• Work to be completed: Only lines holding the string "which" are wanted; copy each one from the material.

• Dataset records:
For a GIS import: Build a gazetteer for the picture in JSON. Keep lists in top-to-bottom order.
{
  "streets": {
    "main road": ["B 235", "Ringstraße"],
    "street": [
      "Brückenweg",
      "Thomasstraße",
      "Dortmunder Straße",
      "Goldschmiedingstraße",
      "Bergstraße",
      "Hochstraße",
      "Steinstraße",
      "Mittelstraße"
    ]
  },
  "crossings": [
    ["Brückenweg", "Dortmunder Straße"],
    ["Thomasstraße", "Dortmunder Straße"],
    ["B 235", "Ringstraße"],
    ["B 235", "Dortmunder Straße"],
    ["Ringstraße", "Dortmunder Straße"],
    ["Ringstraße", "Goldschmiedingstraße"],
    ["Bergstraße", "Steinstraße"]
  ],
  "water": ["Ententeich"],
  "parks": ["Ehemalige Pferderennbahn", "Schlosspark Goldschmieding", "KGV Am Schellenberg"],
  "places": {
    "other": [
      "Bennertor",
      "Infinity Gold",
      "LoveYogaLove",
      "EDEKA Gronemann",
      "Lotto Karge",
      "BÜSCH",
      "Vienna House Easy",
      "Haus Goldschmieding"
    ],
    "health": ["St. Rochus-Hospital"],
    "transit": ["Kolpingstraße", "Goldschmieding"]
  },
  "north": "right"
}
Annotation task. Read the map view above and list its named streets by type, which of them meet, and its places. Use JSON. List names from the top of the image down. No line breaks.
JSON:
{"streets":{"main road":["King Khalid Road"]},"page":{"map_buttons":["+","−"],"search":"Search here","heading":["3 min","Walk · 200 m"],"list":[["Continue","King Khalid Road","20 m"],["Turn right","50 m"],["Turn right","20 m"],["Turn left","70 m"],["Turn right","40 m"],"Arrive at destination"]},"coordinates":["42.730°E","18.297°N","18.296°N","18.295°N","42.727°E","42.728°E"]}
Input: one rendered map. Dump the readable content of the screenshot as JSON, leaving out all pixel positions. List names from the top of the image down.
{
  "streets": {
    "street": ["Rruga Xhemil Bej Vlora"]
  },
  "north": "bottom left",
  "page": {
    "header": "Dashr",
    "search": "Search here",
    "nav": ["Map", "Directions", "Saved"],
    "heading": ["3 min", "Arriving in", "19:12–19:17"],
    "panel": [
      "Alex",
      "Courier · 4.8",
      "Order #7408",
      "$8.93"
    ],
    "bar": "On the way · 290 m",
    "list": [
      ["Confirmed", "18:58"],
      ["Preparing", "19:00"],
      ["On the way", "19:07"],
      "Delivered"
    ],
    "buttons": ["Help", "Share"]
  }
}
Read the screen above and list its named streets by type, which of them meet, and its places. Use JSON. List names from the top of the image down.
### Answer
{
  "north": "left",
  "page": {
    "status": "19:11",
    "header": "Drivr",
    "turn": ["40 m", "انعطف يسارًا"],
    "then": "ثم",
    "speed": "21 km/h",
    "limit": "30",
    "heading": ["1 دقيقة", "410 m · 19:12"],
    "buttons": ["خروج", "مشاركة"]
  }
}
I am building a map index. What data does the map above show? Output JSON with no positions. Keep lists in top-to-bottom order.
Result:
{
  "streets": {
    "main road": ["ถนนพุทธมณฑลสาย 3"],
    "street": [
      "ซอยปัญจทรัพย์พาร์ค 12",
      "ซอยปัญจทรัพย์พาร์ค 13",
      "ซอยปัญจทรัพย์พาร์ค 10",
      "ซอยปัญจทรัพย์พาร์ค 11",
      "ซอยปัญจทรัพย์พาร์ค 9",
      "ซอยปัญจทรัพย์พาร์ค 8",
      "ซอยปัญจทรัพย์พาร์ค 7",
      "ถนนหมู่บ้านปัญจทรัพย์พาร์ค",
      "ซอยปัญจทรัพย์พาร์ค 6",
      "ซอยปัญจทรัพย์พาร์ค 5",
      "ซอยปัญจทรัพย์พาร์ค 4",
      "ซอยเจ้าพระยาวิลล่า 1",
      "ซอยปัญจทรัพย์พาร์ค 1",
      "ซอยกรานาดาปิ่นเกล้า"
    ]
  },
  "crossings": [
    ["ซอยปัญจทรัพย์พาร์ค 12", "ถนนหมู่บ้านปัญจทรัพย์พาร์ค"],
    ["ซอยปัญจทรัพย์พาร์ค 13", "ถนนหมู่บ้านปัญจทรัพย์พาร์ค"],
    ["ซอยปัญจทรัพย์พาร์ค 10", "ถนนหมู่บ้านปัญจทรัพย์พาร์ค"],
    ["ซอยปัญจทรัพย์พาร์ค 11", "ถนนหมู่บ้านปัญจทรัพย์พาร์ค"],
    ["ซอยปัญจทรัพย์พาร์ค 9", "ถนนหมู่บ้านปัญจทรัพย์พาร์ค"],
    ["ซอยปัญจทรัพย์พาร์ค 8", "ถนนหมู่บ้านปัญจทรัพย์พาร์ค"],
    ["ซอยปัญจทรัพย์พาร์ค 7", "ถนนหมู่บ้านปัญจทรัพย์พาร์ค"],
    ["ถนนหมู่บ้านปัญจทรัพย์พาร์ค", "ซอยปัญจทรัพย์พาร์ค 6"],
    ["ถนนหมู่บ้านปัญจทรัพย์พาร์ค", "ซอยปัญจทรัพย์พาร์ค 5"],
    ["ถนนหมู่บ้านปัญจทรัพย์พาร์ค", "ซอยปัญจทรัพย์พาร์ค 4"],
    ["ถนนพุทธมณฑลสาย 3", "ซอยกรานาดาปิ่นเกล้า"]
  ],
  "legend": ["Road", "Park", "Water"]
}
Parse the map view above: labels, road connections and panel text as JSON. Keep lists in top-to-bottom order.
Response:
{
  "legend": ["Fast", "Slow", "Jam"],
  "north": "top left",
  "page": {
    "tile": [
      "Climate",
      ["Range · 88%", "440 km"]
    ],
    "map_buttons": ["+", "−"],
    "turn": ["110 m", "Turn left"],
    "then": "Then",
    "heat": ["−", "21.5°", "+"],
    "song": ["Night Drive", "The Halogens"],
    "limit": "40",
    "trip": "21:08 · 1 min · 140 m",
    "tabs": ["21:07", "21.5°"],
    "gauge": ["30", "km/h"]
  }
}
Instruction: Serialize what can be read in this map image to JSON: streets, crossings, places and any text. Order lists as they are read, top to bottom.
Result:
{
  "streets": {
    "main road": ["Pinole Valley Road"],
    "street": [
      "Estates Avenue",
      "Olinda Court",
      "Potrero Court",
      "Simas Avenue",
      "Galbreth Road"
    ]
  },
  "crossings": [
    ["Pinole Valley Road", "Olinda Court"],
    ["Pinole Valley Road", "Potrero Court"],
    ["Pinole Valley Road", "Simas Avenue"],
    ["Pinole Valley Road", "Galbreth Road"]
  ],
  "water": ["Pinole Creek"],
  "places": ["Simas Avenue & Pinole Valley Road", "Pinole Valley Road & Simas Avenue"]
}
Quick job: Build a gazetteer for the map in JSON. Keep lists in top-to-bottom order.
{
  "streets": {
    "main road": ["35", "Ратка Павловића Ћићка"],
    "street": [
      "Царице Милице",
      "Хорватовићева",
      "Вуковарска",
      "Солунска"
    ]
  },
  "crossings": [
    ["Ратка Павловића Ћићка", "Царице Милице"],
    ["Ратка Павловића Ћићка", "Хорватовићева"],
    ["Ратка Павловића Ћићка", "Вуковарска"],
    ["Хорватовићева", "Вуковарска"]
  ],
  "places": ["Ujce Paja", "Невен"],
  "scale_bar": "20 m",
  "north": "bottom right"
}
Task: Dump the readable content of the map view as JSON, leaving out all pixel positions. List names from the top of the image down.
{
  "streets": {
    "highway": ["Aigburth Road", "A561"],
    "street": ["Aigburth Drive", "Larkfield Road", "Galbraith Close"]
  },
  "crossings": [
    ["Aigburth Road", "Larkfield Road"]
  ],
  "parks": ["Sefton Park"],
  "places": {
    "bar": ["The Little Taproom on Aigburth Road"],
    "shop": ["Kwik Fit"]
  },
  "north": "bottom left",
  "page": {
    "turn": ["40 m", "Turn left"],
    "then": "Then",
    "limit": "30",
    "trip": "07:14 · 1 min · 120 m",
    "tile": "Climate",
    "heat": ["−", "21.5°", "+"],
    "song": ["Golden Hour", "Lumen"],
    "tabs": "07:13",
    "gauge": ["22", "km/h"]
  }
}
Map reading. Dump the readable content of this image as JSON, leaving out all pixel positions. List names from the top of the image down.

• Exercise result:
Annotation task. Read the map view above and list its named streets by type, which of them meet, and its places. Use JSON. List names from the top of the image down. No line breaks.
Read the screen above and list its named streets by type, which of them meet, and its places. Use JSON. List names from the top of the image down.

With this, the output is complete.